[[ Source data open ]]
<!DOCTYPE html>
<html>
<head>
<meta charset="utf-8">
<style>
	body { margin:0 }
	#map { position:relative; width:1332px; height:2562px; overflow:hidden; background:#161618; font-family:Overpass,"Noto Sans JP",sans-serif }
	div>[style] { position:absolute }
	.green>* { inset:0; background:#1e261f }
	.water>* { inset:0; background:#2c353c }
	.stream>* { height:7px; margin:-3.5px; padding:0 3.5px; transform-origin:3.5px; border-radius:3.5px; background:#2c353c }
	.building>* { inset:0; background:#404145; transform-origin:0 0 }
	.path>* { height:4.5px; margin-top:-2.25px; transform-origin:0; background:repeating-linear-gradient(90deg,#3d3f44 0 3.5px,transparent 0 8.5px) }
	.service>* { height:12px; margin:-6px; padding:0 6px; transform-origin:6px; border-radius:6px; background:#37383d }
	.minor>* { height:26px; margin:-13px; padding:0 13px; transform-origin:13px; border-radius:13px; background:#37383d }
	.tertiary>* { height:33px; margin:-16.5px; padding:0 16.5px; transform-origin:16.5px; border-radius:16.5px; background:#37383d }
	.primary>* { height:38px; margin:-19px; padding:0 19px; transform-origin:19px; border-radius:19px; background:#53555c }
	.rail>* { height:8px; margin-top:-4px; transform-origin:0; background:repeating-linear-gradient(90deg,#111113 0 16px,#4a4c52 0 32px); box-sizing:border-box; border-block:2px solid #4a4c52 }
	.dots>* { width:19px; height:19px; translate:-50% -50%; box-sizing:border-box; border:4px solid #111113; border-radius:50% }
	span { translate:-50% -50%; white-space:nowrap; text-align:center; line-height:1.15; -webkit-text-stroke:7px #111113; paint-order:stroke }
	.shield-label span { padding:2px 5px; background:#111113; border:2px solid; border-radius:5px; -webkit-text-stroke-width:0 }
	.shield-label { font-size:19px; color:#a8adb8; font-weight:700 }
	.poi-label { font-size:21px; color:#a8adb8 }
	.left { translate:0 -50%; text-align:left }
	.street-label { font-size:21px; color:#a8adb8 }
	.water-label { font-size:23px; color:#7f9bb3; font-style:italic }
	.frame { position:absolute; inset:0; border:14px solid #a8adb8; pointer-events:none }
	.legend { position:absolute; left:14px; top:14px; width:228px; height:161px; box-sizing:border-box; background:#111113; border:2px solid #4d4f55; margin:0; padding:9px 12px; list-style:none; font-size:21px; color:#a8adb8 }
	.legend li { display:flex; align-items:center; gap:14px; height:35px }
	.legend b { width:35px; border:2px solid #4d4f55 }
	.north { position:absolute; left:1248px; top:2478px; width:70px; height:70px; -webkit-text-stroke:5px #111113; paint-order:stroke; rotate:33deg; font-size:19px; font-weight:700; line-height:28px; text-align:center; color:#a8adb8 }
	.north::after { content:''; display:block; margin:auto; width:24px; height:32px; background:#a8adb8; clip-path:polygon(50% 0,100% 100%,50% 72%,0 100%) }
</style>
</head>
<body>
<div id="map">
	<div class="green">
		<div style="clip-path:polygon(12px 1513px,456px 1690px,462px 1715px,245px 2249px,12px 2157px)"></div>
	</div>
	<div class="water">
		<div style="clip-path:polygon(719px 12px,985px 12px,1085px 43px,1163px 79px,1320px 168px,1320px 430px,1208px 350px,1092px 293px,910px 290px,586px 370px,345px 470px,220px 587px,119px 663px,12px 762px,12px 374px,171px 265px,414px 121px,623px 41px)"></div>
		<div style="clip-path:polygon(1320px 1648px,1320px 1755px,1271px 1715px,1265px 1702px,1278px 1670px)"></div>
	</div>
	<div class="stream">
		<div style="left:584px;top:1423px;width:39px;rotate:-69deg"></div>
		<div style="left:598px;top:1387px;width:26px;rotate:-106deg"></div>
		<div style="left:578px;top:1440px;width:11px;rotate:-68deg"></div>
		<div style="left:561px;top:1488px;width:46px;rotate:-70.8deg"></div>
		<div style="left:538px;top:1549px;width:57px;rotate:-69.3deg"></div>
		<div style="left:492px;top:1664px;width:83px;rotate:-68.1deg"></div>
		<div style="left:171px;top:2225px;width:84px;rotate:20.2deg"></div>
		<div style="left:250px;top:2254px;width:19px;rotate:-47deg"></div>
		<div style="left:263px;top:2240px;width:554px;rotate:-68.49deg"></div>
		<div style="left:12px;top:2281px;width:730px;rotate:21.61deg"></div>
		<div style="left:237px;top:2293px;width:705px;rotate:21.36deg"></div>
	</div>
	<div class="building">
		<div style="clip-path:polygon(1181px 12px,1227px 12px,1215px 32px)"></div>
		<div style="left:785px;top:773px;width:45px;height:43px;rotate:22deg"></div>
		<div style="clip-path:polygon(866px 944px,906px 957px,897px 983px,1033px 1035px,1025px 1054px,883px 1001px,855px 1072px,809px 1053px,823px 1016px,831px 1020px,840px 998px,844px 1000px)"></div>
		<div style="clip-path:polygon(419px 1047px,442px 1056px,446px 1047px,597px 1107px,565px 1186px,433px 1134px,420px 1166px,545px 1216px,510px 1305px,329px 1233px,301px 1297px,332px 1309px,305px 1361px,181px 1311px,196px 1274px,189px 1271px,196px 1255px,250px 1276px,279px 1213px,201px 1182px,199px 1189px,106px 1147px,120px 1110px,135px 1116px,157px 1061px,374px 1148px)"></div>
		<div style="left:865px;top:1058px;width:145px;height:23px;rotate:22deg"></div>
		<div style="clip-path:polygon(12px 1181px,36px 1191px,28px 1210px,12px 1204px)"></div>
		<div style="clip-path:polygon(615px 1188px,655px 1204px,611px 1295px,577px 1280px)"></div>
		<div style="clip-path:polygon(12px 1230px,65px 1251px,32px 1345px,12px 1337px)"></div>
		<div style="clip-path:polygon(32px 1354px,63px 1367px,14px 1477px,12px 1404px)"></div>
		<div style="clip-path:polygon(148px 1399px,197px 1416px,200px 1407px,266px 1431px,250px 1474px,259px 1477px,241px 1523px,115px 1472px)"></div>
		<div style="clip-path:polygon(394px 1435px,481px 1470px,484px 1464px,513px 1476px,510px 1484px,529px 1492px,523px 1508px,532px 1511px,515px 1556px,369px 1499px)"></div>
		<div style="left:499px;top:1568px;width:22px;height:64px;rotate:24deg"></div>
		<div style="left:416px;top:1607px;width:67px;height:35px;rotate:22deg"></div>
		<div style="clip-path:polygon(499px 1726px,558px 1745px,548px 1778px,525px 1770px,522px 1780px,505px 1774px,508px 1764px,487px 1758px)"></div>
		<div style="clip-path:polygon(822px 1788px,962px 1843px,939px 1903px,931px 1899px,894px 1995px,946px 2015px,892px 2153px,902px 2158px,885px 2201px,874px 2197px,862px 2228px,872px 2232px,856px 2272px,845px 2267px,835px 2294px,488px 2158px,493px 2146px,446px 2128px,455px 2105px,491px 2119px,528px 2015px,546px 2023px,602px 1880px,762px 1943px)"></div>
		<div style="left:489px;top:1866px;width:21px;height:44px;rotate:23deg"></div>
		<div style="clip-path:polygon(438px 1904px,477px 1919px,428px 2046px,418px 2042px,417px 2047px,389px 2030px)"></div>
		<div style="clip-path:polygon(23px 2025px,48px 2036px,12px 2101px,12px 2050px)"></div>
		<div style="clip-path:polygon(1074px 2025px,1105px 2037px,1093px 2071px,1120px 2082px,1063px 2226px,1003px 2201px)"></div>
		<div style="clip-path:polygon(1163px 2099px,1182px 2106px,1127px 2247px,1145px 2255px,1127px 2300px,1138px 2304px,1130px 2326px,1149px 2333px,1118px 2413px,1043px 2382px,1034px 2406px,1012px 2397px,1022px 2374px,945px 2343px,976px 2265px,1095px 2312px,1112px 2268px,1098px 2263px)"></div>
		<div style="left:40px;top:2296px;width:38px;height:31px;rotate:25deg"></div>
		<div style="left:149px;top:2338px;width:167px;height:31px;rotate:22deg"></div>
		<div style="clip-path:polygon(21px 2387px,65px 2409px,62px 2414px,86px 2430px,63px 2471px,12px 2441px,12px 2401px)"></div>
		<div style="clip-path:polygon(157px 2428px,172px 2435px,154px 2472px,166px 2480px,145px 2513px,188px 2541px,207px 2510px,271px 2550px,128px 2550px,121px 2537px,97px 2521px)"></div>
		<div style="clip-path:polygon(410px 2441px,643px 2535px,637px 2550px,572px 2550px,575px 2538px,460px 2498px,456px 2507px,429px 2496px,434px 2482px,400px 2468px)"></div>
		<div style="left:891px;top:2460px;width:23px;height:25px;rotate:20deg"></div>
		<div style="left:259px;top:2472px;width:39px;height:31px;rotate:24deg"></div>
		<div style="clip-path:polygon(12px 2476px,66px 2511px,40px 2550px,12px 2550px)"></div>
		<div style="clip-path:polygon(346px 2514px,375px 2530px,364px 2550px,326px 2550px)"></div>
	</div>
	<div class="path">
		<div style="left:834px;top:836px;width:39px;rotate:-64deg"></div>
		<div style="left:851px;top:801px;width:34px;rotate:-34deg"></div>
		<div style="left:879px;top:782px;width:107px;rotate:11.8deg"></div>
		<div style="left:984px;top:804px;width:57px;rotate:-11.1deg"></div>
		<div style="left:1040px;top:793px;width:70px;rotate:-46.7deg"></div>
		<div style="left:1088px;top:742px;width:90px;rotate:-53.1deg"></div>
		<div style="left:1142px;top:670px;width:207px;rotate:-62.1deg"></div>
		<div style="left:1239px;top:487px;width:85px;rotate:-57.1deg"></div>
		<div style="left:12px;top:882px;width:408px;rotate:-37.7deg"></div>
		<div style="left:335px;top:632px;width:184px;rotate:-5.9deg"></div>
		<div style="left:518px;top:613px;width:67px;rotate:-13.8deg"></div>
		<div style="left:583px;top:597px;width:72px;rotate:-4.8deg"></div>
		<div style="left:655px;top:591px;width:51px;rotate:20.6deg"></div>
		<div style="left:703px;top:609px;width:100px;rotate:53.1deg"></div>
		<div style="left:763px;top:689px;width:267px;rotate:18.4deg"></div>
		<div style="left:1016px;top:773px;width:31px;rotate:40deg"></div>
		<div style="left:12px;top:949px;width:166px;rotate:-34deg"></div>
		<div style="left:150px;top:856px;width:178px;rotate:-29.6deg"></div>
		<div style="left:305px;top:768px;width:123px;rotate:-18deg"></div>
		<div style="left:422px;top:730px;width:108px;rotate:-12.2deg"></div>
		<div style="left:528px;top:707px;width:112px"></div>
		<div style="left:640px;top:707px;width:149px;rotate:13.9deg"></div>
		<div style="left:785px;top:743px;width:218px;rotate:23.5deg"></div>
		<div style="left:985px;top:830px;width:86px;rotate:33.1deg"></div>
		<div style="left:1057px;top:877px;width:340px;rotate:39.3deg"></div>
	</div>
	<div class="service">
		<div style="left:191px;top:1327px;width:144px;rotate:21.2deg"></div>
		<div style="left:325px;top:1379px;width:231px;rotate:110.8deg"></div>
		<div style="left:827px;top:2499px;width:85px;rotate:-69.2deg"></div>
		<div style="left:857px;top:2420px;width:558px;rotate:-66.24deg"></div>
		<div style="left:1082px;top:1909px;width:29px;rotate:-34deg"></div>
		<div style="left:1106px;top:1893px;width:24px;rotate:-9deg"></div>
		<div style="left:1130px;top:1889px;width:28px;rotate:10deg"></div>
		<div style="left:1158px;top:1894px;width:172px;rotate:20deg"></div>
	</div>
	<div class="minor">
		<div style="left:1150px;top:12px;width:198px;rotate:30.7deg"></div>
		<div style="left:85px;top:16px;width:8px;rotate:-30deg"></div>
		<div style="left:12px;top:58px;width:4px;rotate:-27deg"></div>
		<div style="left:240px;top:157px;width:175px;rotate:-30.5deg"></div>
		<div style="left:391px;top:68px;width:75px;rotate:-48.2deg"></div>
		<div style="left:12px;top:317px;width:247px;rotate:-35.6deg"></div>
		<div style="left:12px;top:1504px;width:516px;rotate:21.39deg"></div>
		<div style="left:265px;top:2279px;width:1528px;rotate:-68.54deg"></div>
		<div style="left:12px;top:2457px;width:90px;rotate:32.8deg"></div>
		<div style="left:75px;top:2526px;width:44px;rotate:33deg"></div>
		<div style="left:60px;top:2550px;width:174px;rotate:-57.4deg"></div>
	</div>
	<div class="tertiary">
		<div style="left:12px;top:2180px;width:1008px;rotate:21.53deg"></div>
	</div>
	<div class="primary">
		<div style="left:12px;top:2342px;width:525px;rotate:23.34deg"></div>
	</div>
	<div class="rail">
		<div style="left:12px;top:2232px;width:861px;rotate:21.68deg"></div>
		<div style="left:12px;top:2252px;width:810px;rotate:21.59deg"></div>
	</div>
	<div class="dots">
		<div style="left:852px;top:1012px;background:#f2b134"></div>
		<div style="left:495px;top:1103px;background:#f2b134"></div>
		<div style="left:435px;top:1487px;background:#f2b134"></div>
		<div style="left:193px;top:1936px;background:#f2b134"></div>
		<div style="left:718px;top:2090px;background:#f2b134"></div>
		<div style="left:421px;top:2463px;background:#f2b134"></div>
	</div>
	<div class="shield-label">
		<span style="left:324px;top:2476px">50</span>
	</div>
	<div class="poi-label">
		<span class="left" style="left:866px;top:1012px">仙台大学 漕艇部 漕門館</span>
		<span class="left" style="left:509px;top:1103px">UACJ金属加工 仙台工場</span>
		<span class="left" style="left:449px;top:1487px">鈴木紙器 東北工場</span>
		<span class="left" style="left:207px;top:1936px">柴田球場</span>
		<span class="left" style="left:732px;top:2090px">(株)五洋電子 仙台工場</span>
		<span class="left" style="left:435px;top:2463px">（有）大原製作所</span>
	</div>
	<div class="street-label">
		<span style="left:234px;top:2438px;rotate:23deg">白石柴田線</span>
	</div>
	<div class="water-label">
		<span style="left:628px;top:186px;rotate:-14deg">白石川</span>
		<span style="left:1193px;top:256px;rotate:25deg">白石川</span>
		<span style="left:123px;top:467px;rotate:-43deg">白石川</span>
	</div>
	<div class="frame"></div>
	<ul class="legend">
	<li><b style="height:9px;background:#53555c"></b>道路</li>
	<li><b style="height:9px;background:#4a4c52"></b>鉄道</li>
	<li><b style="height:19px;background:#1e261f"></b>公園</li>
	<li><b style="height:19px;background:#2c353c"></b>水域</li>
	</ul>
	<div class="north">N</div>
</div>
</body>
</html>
[[ Source data closed ]]
Work task:
Note every line of the entries in which "stream" appears, and copy it down.

Solution to the exercise:
	.stream>* { height:7px; margin:-3.5px; padding:0 3.5px; transform-origin:3.5px; border-radius:3.5px; background:#2c353c }
	<div class="stream">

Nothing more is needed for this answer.